WORKING DATA

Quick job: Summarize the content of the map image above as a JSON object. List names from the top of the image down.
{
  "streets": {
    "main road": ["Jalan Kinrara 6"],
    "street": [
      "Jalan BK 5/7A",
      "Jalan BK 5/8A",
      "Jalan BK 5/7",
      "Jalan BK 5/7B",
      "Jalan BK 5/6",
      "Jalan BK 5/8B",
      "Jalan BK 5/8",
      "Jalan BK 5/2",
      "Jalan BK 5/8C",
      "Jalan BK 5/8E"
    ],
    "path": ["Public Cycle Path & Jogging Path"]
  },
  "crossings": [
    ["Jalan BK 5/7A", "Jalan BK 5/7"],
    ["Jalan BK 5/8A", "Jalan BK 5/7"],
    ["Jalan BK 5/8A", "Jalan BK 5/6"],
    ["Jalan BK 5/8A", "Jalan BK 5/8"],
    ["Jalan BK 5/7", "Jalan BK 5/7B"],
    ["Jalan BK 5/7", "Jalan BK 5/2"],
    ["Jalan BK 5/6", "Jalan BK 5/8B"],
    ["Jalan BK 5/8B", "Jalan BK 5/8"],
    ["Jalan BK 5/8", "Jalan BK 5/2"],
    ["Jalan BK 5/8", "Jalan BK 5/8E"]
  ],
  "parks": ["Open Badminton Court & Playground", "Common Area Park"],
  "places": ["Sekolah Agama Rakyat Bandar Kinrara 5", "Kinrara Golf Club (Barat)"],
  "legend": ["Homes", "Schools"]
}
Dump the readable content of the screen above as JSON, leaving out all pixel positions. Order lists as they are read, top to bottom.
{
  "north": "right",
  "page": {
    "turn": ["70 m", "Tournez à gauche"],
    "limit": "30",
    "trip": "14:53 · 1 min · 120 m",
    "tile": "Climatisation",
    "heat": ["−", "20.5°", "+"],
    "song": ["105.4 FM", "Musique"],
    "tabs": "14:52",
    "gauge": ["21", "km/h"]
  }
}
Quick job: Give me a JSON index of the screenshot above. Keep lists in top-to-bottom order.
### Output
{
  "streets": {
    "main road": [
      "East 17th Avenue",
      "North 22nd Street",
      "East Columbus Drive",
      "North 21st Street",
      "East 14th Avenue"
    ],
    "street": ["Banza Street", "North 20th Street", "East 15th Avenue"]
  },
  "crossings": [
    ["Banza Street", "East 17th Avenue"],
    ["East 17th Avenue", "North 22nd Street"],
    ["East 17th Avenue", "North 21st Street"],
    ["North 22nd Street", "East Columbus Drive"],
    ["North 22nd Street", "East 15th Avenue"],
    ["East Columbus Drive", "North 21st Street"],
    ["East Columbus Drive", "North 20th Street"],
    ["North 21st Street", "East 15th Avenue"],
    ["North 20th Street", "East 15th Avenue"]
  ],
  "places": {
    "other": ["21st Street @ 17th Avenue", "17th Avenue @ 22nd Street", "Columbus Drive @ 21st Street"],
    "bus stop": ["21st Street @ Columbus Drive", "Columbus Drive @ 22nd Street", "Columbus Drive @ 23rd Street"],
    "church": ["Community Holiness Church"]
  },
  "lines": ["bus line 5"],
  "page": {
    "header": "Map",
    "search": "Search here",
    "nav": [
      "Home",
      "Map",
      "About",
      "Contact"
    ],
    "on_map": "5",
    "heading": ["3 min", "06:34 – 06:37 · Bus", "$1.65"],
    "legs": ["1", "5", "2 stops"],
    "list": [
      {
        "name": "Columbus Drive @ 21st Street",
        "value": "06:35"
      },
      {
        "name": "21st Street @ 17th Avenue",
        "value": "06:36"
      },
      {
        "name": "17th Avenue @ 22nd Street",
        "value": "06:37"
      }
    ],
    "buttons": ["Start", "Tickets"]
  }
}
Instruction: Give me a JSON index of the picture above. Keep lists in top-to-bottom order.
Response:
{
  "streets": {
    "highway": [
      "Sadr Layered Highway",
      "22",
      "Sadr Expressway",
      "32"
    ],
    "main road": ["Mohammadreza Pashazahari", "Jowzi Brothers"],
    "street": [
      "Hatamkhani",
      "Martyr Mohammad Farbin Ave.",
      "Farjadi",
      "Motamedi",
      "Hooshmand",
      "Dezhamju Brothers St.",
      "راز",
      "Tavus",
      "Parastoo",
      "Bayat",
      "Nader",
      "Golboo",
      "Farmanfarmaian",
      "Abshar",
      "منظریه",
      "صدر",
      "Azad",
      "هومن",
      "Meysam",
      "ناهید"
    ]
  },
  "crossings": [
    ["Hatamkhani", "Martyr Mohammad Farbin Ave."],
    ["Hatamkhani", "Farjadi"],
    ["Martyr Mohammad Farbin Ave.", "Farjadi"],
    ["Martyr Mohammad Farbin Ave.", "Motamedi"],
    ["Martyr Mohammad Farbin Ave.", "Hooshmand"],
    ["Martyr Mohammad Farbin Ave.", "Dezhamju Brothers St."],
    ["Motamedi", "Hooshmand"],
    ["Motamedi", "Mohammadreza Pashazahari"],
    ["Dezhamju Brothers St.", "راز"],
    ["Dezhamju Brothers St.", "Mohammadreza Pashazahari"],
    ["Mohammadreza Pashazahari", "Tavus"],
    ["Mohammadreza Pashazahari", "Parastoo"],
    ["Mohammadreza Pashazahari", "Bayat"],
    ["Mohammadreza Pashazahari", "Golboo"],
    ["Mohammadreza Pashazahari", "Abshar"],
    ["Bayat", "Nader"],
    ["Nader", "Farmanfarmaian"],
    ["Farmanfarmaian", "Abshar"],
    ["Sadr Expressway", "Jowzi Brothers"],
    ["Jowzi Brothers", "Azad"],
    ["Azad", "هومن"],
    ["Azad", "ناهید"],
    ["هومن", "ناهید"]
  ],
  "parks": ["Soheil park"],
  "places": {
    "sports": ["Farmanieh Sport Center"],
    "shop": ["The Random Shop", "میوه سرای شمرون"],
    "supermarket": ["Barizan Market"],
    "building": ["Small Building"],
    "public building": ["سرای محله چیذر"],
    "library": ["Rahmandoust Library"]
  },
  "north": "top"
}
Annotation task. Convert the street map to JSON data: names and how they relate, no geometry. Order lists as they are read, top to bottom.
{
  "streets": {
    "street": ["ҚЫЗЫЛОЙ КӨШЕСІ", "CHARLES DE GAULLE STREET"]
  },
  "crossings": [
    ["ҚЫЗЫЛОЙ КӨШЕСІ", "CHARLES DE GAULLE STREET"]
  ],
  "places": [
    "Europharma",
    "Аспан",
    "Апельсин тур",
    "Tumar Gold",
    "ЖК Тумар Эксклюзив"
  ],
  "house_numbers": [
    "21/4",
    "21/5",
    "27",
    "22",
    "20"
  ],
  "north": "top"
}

PROBLEM DETAILS
Of the lines in the data above, some may include the word "Martyr"; state how many, with no added words.

SOLVED EXERCISE
6